No, not the English word, short for condominium, but the Latin verb: condō, condere, condidī, conditum. Many people are familiar with it from the phrase ab urbe condita ‘from the founding of the city’ (the founding of Rome is traditionally dated to 753 BCE), and I (a diligent but long-lapsed Latin student) thought of it as meaning ‘to found.’ Then, in the course of reading a very interesting analysis of the Octavia, a late-first-century play of unknown authorship about Nero’s murder of his wife Claudia Octavia (with his murder of his mother Agrippina as an important subplot), I was startled to see Agrippina’s last words, ordering Nero’s henchman to bury his sword in her womb (caedis moriens illa ministrum/ rogat infelix,/ utero dirum condat ut ensem), mentioned as a reminiscence of Vergil — not only is there the famous use of condere at the Aeneid’s beginning and end to describe the foundation of Rome, but Vergil was the first to use it in the sense of burying a sword into one’s enemy (Aen. 9.347-8: pectore in adverso totum cui comminus ensem/ condidit assurgenti).

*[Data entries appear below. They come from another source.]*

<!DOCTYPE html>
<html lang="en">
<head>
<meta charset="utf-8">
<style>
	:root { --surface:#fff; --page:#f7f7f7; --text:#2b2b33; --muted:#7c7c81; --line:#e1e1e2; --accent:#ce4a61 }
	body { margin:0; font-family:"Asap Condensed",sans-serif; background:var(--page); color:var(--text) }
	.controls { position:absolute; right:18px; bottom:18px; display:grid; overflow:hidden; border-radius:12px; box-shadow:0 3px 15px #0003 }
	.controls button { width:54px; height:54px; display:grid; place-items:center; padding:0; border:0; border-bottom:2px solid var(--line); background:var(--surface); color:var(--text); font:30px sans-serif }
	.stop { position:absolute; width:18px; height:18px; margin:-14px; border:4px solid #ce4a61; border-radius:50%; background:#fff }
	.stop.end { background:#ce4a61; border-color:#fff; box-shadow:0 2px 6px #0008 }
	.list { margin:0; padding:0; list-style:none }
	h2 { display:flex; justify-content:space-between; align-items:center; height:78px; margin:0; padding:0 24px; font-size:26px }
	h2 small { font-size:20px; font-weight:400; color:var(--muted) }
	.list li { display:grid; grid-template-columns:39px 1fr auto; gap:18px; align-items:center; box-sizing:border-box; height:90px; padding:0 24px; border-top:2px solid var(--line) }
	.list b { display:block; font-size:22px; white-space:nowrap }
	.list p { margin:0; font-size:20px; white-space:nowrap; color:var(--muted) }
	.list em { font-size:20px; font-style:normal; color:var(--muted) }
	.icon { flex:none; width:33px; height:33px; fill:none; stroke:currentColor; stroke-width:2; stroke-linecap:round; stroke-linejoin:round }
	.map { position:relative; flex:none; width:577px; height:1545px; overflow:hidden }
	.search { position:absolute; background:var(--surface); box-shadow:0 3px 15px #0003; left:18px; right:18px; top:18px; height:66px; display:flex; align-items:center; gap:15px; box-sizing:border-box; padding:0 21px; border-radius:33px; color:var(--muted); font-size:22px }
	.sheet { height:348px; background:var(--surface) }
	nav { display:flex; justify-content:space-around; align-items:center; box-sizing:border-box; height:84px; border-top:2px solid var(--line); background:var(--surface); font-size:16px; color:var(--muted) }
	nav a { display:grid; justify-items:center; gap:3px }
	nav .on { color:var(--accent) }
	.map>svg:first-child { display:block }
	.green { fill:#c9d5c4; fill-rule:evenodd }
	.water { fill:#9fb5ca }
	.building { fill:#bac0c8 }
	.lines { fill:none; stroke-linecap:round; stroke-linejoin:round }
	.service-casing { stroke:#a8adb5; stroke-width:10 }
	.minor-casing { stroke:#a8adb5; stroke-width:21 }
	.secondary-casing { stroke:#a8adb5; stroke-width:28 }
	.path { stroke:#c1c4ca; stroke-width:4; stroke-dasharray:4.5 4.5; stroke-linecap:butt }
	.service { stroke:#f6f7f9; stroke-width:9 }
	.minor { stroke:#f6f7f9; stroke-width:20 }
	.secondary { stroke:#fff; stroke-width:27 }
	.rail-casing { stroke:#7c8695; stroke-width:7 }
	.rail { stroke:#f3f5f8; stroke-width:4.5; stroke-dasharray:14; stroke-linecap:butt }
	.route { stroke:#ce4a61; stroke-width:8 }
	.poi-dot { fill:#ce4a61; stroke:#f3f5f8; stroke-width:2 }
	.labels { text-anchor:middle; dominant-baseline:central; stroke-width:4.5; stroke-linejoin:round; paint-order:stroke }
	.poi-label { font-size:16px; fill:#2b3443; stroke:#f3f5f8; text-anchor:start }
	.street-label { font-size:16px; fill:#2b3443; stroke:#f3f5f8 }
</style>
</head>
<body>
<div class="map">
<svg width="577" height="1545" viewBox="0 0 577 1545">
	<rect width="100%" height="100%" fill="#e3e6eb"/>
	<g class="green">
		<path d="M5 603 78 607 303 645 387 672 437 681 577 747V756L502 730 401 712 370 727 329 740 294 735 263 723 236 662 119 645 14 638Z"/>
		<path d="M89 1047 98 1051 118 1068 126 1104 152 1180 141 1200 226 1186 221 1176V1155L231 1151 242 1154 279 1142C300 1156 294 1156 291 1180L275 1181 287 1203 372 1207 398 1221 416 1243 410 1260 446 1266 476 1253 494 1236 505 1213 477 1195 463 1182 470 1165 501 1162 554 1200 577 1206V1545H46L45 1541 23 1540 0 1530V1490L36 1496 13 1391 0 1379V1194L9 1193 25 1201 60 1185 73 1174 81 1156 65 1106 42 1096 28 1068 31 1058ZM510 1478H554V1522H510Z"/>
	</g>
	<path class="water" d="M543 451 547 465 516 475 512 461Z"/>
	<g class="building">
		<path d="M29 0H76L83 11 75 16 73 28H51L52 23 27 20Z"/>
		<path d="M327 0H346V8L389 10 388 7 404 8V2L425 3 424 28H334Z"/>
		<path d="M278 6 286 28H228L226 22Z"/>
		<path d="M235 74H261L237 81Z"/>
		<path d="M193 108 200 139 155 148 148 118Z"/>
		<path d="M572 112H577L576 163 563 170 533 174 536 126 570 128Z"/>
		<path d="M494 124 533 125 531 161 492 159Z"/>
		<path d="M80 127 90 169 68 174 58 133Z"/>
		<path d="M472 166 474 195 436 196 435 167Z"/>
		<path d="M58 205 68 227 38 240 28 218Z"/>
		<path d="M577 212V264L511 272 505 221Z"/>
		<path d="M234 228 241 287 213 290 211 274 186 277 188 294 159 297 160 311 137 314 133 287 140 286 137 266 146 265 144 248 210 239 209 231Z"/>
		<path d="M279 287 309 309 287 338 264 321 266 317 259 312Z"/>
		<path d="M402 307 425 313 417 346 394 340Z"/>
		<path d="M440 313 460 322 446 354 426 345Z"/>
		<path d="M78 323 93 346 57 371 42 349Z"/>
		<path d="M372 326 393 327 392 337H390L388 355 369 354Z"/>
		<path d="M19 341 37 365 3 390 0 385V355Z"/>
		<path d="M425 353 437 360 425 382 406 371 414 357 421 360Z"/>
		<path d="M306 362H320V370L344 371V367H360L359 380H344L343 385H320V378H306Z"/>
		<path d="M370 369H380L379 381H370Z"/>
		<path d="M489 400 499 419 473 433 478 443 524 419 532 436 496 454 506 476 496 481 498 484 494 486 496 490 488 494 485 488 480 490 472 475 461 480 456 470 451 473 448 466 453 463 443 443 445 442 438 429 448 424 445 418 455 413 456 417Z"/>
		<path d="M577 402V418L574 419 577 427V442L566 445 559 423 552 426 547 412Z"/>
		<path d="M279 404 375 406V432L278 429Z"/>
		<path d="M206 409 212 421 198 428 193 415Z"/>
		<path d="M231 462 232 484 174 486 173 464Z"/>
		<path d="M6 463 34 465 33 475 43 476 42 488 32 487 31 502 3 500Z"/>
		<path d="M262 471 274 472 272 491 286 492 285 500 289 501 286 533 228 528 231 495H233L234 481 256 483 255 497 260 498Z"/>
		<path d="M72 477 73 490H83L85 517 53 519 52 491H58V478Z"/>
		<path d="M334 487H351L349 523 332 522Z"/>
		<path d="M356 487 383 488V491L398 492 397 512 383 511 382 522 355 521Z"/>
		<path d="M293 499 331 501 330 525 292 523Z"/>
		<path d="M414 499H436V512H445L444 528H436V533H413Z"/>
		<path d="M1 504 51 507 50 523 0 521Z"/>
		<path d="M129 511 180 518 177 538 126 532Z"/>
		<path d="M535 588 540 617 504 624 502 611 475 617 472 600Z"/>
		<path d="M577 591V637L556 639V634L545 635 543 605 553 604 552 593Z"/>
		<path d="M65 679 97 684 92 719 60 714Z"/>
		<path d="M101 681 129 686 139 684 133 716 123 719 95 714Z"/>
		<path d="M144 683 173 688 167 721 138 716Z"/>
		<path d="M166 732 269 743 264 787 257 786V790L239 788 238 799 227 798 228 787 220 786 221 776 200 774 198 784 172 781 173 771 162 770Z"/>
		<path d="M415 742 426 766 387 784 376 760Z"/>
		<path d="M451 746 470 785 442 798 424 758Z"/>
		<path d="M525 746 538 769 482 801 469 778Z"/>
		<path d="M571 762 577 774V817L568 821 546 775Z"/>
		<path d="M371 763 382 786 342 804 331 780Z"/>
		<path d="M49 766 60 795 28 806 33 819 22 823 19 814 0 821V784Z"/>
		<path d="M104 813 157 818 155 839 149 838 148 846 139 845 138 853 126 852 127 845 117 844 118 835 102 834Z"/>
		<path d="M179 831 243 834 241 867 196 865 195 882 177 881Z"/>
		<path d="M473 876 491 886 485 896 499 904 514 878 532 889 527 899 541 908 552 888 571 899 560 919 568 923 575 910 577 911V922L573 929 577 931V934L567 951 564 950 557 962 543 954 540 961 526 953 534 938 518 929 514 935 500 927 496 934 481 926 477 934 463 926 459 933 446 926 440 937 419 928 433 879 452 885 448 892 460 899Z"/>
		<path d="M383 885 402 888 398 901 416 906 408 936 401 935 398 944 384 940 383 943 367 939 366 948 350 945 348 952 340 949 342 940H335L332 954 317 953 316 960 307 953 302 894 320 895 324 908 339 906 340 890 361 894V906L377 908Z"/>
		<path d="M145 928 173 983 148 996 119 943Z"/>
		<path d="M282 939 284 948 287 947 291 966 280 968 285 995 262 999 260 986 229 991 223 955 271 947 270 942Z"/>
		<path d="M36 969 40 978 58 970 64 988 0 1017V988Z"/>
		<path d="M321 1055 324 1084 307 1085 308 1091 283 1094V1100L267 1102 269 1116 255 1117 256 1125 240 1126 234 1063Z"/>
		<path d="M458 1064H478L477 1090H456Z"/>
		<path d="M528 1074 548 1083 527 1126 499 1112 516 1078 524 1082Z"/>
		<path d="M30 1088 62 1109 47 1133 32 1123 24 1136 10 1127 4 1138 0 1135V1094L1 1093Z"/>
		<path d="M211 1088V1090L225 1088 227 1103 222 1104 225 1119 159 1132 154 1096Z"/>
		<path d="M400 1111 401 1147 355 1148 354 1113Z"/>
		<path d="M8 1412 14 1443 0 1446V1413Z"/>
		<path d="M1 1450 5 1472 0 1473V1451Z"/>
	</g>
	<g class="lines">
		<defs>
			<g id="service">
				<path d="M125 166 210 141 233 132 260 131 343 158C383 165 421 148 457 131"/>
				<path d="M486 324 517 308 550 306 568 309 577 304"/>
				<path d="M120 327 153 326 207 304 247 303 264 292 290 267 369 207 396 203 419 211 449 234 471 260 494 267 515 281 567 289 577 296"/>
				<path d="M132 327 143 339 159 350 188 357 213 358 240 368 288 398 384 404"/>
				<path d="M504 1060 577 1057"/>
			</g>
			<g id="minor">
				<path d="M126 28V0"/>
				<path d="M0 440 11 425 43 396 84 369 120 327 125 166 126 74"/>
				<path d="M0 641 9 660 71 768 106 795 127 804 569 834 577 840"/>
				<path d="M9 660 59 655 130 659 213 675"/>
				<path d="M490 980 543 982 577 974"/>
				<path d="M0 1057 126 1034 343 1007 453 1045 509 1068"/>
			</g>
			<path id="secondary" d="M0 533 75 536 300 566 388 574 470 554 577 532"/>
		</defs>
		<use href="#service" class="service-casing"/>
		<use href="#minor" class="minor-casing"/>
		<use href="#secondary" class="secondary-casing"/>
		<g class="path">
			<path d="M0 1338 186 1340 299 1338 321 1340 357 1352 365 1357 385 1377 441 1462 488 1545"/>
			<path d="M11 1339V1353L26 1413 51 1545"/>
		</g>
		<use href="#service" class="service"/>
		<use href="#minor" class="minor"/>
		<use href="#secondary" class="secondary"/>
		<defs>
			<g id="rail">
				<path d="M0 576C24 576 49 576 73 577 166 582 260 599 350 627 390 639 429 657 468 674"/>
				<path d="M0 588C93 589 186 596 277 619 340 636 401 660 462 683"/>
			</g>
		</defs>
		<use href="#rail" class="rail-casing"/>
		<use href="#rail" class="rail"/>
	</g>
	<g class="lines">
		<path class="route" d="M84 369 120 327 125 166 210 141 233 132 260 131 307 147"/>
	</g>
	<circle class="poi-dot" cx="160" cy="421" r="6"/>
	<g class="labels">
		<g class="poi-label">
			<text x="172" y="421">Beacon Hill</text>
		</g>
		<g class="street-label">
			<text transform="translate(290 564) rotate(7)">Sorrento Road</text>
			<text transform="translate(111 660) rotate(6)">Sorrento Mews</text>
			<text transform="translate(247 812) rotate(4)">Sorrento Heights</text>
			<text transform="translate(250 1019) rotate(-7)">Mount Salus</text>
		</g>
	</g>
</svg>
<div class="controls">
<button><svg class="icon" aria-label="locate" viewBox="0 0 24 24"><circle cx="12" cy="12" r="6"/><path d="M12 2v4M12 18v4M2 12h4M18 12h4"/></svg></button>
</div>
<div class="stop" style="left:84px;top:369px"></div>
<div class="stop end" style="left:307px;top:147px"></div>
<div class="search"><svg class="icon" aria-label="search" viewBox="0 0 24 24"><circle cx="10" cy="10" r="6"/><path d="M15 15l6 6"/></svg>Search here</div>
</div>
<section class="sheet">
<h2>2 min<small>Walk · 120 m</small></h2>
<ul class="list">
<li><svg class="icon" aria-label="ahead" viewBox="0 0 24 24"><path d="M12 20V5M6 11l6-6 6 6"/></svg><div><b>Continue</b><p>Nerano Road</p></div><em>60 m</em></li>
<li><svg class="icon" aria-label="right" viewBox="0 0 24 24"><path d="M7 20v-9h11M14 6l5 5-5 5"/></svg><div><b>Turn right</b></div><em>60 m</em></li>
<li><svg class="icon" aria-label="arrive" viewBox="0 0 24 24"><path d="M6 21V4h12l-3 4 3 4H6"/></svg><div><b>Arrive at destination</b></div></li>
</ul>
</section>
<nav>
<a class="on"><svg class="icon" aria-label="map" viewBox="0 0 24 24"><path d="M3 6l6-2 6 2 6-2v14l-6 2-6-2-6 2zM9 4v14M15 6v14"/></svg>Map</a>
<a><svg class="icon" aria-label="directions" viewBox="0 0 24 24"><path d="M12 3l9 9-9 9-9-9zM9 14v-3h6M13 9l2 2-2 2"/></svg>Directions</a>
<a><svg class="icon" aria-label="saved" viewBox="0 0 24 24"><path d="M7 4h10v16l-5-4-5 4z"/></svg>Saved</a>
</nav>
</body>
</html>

I looked the verb up in my beat-up old paperback New College Latin & English Dictionary and found the following farrago of senses:
to build, found; to write, compose (poetry); to establish (an institution); to store, treasure, hoard; to preserve, pickle; to bury; to conceal, hide, suppress; to shut (eyes); to sheathe (sword); to place (soldiers) in ambush; to plunge, bury (sword); to imprison; to memorize; to store up
I then went to my Oxford Latin Dictionary, which arranges the senses as follows (I’ve abbreviated ad libitum):
1 To put or insert (into); to put (a person in a given place); esp. to put (in prison, chains, etc.).
2 To store up for future use, put away; to preserve, store up (food, fodder, etc.); to bottle (wine, oil) for keeping; (transf.) to store up (in the mind, memory, etc.); to preserve, keep safe.
3 To restore (a thing) to its place, put away; to sheathe, put away (a sword or other weapon).
4 To inter, bury (a corpse); to lay to rest (a spirit); also, to cause the death of, bring to the grave.
5 To put away for concealment, secrete, hide.
6 To put away for protection, hide; (usu. refl. or pass.) to take refuge.
7 To put out of sight (without any intention of keeping secret), obstruct the view of; to plunge, bury (a weapon in an opponent’s body); to close (the eyes of a corpse, as part of the ritual of burial.
8 To cause to disappear (as an indirect result of one’s action); diem (etc.) ~ere, to see the day out.
9 To have hidden within, contain.
10 To found, establish (a city or state); to set up, establish (a temple, altar, etc.).
11 To originate, institute (a custom, law, reputation, etc.); to inaugurate.
12 To make by putting together, construct, compose.
13 lustrum ~ere, To conduct the ceremony of purification which concluded the census; to bring to a close, end.
14 To compose, write (a poem or other literary work); to describe in literature, record, write of.
Whew! The etymology is perfectly straightforward (con– ‘together’ + –do– ‘put’ < PIE *dhē-, cf. Greek tithēmi); it’s amazing what a variety of senses spring from such a simple source.